A Roman walked into a bar, held up two fingers and said, "Five beers please."

JayzusB.Christ

You laugh,  but I remember my first day in Beijing when a shopkeeper held up crossed fingers expectantly.  I learned later that the Chinese symbol for 10 looks like an X
"Men will never be free until the last king is strangled with the entrails of the last priest"

sheridan

Quote from: JayzusB.Christ on 08 March, 2019, 05:32:33 PM
You laugh,  but I remember my first day in Beijing when a shopkeeper held up crossed fingers expectantly.  I learned later that the Chinese symbol for 10 looks like an X

Never knew that:


Dandontdare

Quote from: JayzusB.Christ on 08 March, 2019, 05:32:33 PM
You laugh,  but I remember my first day in Beijing when a shopkeeper held up crossed fingers expectantly.  I learned later that the Chinese symbol for 10 looks like an X

I was a teaching assistant in a French school during my degree, and often used the "OK" sign to signal approval, but the class seemed perturbed - turns out, that circular gesture means 'nul' (zero) in France - Instead of being encouraging at their English efforts, I was gesturing *you're rubbish"

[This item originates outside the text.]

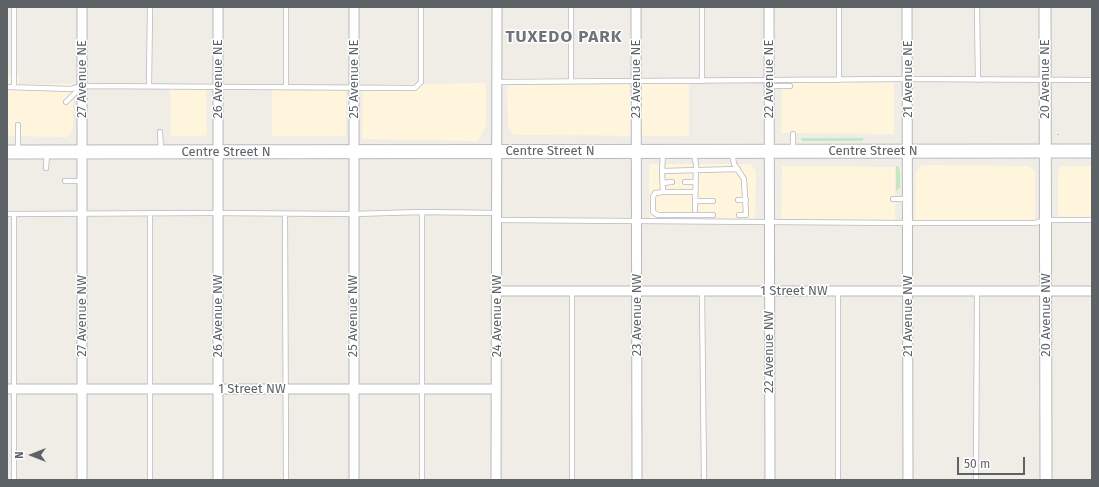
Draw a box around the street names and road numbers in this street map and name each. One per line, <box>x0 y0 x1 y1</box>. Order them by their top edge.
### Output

Quote from: JayzusB.Christ on 07 March, 2019, 07:04:51 PM
A double meaning walks into a bar and kills ten people.  Pun in, ten dead.

Anyone I meet for the next few months is getting that!  :lol:

paddykafka

What do you get when you cross Harrison Ford with a Dwarf?

Han So-Low.

Tjm86

Quote from: paddykafka on 13 March, 2019, 08:28:44 PM
What do you get when you cross Harrison Ford with a Dwarf?

Han So-Low.

Sorry, sizest jokes are not allowed ...

Dandontdare

A woman is sitting at her deceased husband's funeral. A man leans in and says "do you mind if I say a word?"
The woman says "No, go right ahead".
He stands up, clears his throat and says "Plethora", then sits back down.
"Thank you," says the widow, "that means a lot."

Dandontdare

I mixed up the words "Yakuza" and Jacuzzi".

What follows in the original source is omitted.